Work item. Your answer should be each line of the entries that contains the word "above", copied in full.

--

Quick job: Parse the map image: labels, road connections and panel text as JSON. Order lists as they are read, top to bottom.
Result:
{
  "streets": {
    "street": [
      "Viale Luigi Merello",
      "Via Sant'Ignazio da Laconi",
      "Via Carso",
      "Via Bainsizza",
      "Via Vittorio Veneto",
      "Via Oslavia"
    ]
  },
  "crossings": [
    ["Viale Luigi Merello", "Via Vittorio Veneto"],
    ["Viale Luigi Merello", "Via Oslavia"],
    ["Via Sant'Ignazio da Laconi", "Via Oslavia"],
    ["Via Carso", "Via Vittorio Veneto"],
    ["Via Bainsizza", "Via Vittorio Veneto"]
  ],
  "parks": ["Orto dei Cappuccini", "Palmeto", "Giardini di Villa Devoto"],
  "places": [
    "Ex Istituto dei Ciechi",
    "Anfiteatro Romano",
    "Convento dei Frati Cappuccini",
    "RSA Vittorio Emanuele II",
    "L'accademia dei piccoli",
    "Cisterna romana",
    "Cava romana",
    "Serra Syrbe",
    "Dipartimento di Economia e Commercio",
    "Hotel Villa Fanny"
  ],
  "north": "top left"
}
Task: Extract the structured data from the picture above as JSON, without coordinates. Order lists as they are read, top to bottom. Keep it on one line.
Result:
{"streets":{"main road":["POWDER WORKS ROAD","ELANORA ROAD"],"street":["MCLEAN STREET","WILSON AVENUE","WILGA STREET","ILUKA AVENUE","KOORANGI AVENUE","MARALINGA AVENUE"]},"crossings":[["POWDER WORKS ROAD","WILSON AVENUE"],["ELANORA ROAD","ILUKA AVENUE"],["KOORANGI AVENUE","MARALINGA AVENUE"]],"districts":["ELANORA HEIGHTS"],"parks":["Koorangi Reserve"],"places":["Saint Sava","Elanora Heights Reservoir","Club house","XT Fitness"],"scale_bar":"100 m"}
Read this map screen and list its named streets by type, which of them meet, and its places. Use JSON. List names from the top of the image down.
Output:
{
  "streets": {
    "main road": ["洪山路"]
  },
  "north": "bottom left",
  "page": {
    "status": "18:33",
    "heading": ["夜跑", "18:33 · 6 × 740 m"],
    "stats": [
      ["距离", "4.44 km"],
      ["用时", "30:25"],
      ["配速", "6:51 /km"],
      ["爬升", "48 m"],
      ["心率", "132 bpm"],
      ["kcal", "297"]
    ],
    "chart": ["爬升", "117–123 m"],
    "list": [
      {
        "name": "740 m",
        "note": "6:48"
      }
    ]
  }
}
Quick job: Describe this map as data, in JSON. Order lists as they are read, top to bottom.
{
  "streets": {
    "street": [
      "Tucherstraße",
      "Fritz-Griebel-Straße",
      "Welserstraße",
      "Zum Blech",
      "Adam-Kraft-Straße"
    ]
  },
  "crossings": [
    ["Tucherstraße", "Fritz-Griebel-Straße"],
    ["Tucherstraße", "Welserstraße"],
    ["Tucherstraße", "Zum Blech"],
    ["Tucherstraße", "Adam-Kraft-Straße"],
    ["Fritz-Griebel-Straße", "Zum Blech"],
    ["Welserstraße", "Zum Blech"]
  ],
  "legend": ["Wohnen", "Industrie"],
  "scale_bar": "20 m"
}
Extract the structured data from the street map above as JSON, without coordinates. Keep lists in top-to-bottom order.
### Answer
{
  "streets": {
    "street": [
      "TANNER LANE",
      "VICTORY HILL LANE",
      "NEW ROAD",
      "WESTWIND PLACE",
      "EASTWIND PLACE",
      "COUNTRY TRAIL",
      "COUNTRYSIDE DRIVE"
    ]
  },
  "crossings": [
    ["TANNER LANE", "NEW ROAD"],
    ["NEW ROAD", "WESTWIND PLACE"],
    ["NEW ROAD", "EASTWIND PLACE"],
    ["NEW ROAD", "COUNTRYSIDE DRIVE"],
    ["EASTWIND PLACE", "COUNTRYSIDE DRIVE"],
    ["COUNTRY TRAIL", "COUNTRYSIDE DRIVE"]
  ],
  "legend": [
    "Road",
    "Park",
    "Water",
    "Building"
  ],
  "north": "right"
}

--

Written answer.
Task: Extract the structured data from the picture above as JSON, without coordinates. Order lists as they are read, top to bottom. Keep it on one line.
Extract the structured data from the street map above as JSON, without coordinates. Keep lists in top-to-bottom order.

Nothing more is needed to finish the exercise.